▸ Assignment
Read each of the lines below and tally those with "place"; the tally is the whole answer.

Dataset items
######

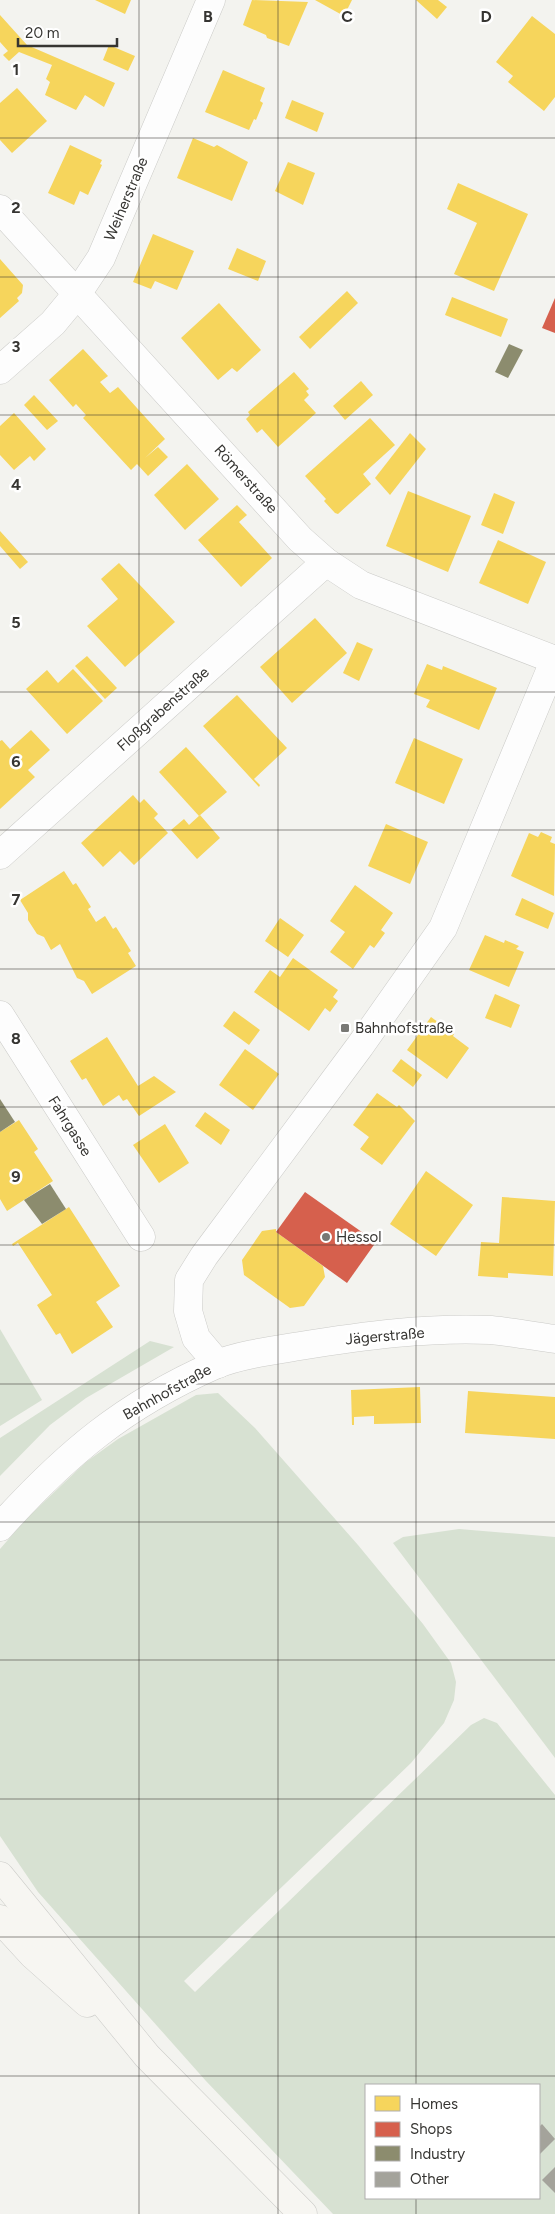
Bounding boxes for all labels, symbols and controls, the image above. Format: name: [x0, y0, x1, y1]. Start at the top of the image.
text: B: [203, 7, 213, 26]
text: C: [341, 7, 353, 26]
text: D: [480, 7, 492, 26]
scale bar: [18, 15, 116, 47]
text: 20 m: [25, 24, 59, 42]
text: 1: [13, 60, 19, 79]
street label: Weiherstraße: [100, 154, 152, 244]
text: 2: [11, 198, 21, 217]
text: 3: [12, 337, 21, 356]
street label: Römerstraße: [210, 441, 282, 517]
text: 4: [11, 475, 21, 494]
text: 5: [11, 613, 21, 632]
street label: Floßgrabenstraße: [113, 663, 213, 755]
text: 6: [11, 752, 21, 771]
text: 7: [12, 890, 21, 909]
place label: Bahnhofstraße: [355, 1019, 453, 1037]
marker: Bahnhofstraße: [339, 1022, 351, 1034]
text: 8: [11, 1029, 21, 1048]
street label: Fahrgasse: [44, 1092, 96, 1160]
text: 9: [11, 1167, 21, 1186]
place label: Hessol: [336, 1228, 381, 1246]
marker: Hessol: [320, 1231, 332, 1243]
street label: Jägerstraße: [345, 1324, 425, 1348]
street label: Bahnhofstraße: [120, 1360, 214, 1424]
legend: [365, 2084, 540, 2199]
text: Homes: [410, 2095, 458, 2113]
text: Shops: [410, 2120, 452, 2138]
text: Industry: [410, 2145, 465, 2163]
text: Other: [410, 2170, 449, 2188]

######

▸ Solution to the problem
2